Fiscal Cliff Provides Incentive for Selling a Business ASAP

Although the legislative trends decided by next month’s elections won’t be known until the lame duck session of Congress and later, based on what we know now it may be a good time to consider selling a small business.

“With the upcoming fiscal cliff and tax rates at historic lows, the owners of closely held companies have some decisions to consider,” according to buyout specialist Scott Miller, CPA.

Transition planning before the tax cliff becomes effective on Jan. 1 could benefit numerous business sellers, he observed. “Tax rates, especially capital gains rates, are literally at a historic low. After Jan. 1, 2013, they will go to 20 percent automatically. Add the health care surtax of 3.8 percent on top of that, and you have a rate increase of almost 60 percent.” [8.8 divided by 15 equals 58.7 percent].

“Tax Armageddon is coming,” he said. “Now is the time to act. There is a small window left in 2012 to capitalize on the current tax laws.”

“If you are a business owner, and decide not to do anything this year, you may think Congress will get its act together and lower the rates, but those increases are automatic,” he observed. “Even if there’s a change in the White House, if the Republicans do not get 60 Senate votes—and they won’t—the Democrats have an effective veto, and if they lose the Presidency things will get so partisan and bitter that there is little likelihood that they will be in the mood to compromise. Tax rates will reset to the much higher numbers.”

Moreover, there will be fewer qualified buyers as time goes on. “Baby Boomers are sitting on untold trillions of dollars of net worth, their equity in closely held companies,” said Miller. “In 2005 they were younger, and were candidates to buy other companies, but now they’re not thinking of acquisitions but of selling. Generation X is 40 percent smaller than the Baby Boomers, so where will the qualified buyers come from?”

Anyone thinking of selling or retiring should seriously consider an inside buyout, he indicated. This includes selling or passing of ownership interest in the closely held company to “insiders” such as key managers, employees, family members and employee cooperatives.

After several years of severe recession, many companies have financially recovered to the point where sale prices are rebounding, and expectations of sale proceeds are now attractive. If business owners hesitate and wait hoping for the further recovery of profitability, they may delay into a period of time when tax rates are significantly higher, according to Miller.

When a business owner is thinking of selling to insiders, the business owner is in control of the process. This is an advantage over trying to sell the company to a third party, Miller emphasized. Since the owners are in control of the process, they decide when the transaction will occur and what percentage of the company will be sold.

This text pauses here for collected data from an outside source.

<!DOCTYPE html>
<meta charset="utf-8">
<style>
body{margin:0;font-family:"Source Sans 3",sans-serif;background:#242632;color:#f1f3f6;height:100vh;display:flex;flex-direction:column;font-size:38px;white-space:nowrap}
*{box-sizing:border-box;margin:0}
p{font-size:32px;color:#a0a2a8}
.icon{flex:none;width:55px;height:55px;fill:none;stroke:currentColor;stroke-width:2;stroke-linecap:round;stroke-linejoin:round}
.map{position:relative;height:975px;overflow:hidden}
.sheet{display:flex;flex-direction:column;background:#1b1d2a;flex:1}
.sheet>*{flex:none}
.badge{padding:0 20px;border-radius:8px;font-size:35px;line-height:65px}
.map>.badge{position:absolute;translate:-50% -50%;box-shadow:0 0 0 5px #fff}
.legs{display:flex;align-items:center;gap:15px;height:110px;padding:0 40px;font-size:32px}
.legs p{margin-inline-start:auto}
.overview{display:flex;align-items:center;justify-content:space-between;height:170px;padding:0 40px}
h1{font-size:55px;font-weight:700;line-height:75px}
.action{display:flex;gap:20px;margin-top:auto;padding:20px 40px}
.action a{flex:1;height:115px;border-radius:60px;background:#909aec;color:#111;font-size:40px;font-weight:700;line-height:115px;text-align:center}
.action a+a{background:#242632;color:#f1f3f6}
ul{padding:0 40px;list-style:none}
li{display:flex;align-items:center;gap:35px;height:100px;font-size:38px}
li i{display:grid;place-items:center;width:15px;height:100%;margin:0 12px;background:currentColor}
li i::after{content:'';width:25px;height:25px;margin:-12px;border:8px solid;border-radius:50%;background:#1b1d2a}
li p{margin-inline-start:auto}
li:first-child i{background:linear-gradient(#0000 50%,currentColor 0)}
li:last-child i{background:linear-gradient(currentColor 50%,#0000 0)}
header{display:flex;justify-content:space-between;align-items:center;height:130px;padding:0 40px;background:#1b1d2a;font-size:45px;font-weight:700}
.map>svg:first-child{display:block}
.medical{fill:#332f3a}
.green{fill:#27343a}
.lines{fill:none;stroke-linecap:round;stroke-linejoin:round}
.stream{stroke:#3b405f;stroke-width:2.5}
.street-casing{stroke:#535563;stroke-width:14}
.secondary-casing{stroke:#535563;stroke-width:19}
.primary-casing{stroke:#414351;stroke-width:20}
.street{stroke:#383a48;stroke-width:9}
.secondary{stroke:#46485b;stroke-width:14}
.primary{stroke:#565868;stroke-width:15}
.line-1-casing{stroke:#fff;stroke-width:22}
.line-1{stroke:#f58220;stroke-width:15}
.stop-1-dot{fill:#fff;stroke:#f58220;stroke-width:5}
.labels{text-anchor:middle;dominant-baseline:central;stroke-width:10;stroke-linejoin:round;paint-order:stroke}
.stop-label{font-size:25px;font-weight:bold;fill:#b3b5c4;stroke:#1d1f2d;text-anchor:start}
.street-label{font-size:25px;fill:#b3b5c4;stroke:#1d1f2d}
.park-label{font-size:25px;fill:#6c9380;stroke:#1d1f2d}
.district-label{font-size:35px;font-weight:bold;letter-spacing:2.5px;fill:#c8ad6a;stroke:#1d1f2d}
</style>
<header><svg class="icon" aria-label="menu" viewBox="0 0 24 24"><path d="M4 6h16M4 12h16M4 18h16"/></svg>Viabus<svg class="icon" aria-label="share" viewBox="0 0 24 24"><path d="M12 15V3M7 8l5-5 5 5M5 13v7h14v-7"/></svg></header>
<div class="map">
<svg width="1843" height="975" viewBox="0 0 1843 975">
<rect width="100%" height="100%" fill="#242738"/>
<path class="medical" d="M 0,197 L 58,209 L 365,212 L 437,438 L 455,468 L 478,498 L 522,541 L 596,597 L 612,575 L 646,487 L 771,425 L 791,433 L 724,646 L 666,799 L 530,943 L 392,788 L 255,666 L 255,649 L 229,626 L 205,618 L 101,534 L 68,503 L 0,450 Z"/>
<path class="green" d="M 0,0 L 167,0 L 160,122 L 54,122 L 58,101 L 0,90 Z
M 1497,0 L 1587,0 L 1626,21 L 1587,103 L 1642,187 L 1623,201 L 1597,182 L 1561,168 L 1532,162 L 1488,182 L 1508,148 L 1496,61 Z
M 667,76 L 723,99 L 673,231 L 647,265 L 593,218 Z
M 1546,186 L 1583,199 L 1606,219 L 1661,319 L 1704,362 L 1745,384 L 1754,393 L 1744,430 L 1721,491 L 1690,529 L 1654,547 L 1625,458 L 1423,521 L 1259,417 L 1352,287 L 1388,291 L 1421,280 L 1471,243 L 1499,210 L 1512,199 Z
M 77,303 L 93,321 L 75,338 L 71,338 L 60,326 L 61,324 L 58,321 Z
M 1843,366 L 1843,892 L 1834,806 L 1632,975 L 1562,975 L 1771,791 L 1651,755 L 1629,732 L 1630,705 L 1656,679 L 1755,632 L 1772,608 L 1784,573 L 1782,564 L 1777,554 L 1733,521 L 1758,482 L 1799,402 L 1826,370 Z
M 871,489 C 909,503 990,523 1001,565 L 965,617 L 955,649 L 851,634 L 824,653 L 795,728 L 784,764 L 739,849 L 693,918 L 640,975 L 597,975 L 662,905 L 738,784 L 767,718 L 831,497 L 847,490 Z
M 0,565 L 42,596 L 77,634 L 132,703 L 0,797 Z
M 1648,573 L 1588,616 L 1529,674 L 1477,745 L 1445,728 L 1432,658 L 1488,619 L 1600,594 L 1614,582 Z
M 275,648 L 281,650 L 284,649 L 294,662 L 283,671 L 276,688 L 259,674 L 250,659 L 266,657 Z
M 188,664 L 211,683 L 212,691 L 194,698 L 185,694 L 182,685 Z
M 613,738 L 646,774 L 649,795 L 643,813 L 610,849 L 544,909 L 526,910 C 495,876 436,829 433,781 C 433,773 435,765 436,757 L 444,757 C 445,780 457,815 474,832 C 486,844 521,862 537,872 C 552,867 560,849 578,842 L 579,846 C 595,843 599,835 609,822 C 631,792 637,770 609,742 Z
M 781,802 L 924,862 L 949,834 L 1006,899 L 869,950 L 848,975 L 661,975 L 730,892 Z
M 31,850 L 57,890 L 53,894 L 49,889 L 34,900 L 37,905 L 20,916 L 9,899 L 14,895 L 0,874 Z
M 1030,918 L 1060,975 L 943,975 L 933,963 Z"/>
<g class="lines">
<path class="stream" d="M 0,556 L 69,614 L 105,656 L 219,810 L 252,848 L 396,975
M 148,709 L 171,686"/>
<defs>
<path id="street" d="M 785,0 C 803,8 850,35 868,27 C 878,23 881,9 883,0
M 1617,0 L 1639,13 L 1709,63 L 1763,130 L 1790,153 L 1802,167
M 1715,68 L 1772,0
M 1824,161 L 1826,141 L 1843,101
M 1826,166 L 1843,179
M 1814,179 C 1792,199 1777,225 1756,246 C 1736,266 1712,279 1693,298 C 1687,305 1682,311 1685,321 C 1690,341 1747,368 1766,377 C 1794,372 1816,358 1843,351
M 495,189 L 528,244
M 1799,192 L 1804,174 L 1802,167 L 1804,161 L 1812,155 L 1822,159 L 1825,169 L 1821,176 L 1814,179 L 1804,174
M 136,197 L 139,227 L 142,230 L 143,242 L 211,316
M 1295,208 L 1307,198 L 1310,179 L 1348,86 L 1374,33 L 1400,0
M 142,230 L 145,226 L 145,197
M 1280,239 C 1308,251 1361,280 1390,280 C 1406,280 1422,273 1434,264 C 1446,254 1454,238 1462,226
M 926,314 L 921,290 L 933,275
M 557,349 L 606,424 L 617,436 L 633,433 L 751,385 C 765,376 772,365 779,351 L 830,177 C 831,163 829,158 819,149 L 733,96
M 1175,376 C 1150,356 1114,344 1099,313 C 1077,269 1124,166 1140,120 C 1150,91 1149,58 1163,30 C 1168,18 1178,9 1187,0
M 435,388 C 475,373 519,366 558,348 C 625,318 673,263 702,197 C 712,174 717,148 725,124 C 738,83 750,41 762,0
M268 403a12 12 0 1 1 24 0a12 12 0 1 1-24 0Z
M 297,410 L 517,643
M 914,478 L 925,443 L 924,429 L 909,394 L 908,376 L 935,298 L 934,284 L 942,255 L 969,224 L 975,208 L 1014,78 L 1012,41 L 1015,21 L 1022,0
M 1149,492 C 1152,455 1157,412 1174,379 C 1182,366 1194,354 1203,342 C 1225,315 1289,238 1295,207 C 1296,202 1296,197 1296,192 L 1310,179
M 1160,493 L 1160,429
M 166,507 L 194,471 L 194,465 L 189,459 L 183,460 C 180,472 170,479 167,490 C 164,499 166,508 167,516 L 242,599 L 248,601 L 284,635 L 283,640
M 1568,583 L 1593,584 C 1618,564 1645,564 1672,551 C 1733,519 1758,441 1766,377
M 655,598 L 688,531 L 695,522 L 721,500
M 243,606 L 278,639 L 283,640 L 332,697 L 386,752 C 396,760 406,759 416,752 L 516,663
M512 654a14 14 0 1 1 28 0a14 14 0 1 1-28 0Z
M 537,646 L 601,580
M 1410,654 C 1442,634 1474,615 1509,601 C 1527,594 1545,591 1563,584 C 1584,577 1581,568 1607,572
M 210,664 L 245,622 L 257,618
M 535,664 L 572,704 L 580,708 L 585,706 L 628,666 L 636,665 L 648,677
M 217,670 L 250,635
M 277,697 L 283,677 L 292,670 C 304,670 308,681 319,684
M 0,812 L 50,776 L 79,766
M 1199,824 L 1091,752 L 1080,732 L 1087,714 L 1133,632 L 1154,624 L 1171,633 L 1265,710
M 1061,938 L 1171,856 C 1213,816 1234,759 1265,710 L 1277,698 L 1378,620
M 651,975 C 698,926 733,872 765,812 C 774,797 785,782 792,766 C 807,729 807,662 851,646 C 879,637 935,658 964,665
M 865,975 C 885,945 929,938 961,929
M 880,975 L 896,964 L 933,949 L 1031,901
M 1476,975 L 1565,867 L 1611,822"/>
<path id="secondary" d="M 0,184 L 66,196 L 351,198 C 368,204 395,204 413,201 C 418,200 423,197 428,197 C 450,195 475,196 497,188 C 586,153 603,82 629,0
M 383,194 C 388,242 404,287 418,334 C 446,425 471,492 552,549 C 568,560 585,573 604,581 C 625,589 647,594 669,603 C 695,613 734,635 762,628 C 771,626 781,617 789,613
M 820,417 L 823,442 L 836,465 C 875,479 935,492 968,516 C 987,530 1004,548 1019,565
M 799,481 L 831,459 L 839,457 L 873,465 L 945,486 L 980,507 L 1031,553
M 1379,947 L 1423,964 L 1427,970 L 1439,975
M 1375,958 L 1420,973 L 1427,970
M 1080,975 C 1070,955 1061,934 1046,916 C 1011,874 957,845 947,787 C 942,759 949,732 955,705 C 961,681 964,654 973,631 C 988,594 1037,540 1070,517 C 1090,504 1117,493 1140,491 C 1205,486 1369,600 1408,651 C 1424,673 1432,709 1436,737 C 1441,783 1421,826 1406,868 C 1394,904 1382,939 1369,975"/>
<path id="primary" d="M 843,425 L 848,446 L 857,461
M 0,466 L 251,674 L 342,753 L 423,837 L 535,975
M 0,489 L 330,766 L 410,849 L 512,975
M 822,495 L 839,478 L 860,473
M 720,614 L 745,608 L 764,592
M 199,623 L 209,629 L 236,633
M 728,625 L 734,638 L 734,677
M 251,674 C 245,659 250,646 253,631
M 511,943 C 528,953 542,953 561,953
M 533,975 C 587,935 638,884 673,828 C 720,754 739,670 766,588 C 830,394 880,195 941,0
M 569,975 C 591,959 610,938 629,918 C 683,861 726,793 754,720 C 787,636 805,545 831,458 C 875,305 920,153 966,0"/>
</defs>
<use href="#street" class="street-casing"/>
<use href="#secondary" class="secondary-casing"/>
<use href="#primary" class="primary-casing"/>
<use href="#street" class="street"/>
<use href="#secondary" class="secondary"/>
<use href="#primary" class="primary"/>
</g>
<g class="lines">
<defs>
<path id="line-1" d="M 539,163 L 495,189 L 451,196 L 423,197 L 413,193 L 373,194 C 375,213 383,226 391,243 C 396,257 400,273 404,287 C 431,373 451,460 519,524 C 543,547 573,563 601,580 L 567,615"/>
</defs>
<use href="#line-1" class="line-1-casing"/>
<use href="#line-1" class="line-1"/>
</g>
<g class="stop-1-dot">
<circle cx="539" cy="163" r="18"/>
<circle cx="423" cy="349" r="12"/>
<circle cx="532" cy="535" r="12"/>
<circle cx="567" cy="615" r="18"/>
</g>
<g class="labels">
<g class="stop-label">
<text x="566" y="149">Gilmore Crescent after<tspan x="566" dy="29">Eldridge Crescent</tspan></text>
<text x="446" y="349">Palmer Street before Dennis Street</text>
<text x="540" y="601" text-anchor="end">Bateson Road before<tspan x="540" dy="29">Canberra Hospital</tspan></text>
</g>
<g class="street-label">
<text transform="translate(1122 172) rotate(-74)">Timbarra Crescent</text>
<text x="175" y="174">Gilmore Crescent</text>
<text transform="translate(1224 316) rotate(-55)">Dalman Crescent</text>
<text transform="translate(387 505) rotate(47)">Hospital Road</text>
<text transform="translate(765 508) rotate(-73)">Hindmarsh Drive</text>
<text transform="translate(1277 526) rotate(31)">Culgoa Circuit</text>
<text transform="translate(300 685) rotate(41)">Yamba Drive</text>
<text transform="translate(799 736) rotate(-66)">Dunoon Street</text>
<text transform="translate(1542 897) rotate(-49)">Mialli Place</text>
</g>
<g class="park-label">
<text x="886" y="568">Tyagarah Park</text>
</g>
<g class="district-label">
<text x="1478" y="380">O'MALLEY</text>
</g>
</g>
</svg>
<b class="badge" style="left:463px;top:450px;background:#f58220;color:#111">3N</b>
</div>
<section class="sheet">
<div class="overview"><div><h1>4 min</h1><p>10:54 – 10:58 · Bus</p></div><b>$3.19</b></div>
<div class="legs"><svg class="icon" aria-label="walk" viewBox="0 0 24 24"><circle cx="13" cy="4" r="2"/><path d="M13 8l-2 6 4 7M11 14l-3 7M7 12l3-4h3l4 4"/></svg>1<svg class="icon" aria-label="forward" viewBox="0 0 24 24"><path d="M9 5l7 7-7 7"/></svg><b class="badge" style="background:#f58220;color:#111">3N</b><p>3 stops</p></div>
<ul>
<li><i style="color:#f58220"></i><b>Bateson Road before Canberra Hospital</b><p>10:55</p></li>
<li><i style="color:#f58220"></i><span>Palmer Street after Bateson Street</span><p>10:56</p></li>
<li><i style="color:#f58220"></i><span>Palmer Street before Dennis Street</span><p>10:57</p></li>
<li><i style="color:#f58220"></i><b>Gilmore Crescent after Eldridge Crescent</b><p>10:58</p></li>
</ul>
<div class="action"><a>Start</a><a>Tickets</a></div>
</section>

Many business owners have a clear predisposition in favor of selling to insiders. Insiders are often key employees who helped build the business, and they often have been at the company for many years. The owner typically has come to trust those key employees, and wants them to succeed. Typically, the owner will provide considerable assistance in helping the employees acquire the company, often by providing some seller financing.

“Sales to insiders can take the form of a sale to management, or to employees via an ESOP,” Miller said. If a family is involved, there is the opportunity for gifting, he added. “There could be a combination of an inside sale to family members and gifting. It’s a real opportunity because the gift tax rates will be much higher in 2013.”

And despite the approaching year end, there is still time to accomplish an inside sale, Miller noted. “Owners are in control in the inside sale situation, and there is still time to get something done,” he said. “But if you were trying to sell to a third party, the train has probably left the station.”